To recap, ‘habit-stacking’ involves attaching tasks you may initially have limited time or motivation for to other tasks. The creator of the Tiny Habits® system for building good routines, BJ Fogg, gives the example ‘When I brush my teeth, I will floss one tooth’.

The point of this absurd-seeming idea (to only floss one tooth) is that initial change should be small. This helps to overcome inertia or our own resistance.

If you’re struggling to find time to write, say to yourself:

  • ‘Before I watch TV, I will write one paragraph’
  • ‘Before I go for my daily run, I will outline the next scene in my story’

Connect what you want to do to what you already do by default.

Making time for one activity becomes making time for the other this way, the activity that matters: Telling your story.

2. Create distraction-free writing sessions

Award-winning science fiction writer John Scalzi offers the following writing advice:

  • Turn off the TV if it tempts you
  • Write after the children are in bed if you have a family or get up early to write before work
  • If you aren’t a morning person, use weekends instead (this is how Scalzi was able to write his debut)

When we read interviews with accomplished authors, there’s a running theme in discussion of process. That is that successful authors create the environment and the boundaries they need to write.

Describing writing and productivity in a piece for The Guardian, Jonathan Franzen says:

Distraction pours through every portal, especially through the internet. And most of what pours through is meaningless noise. To be able to hear what’s really happening in the world, you have to block out 99% of the noise.

‘Jonathan Franzen: Modern life has become extremely distracting’, The Guardian (2015)

Write your own bullet list now. How are you going to minimize distraction next time you write? For example:

  • I will give my phone to a friend/partner/spouse and tell them not to give it back to me until I’ve written 500 words
  • I will set my alarm 45 minutes earlier than usual and write before the house is awake

3. Have a regular writing appointment

The late poet and civil rights activist Maya Angelou was strict about showing up for writing appointments with herself.

In an interview for the book Writers Dreaming, by Naomi Epel, she says:

I may write for two weeks ‘the cat sat on the mat, that is that, not a rat,’ you know. And it might be just the most boring and awful stuff. But I try. When I’m writing, I write.
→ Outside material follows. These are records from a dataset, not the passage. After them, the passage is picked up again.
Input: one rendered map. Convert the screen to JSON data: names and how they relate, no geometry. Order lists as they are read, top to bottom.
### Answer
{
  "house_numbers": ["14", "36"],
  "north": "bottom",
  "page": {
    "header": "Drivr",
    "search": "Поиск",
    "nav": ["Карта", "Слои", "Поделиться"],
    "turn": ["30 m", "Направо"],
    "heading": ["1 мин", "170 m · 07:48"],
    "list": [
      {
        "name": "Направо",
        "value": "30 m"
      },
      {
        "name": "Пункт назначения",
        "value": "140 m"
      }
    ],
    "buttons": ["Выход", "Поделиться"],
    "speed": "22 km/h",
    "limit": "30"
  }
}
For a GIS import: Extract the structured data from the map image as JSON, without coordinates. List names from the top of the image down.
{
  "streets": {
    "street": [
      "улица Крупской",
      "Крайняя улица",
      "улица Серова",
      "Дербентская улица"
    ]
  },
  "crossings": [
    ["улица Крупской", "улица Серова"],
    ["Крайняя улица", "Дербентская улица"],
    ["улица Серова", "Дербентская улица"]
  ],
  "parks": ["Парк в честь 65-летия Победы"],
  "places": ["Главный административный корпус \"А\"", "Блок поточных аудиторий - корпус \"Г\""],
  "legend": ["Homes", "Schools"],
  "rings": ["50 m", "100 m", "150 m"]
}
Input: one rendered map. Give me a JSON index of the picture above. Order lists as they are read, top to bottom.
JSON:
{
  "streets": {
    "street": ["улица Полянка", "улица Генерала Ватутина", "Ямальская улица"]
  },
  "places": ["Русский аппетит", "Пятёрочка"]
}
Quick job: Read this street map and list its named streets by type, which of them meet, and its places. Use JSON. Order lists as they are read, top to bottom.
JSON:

And then it’s as if the muse is convinced that I’m serious and says, ‘Okay. Okay. I’ll come.

Maya Angelou, quoted in Writers Dreaming (1994).

What Angelou describes is the simple art of showing up, despite passing internal or external discouragements.

It might feel like a waste of time when you’re not churning out sentences you think will make your final edit.

Yet even ‘blocked’ days are important groundwork, as your mind is sifting through ideas and impressions to find the story’s thread.

If you don’t find time to write this week, think about your story. Let a narrative run in your head for a bit. Write down phrases on scraps of paper – everything is usable.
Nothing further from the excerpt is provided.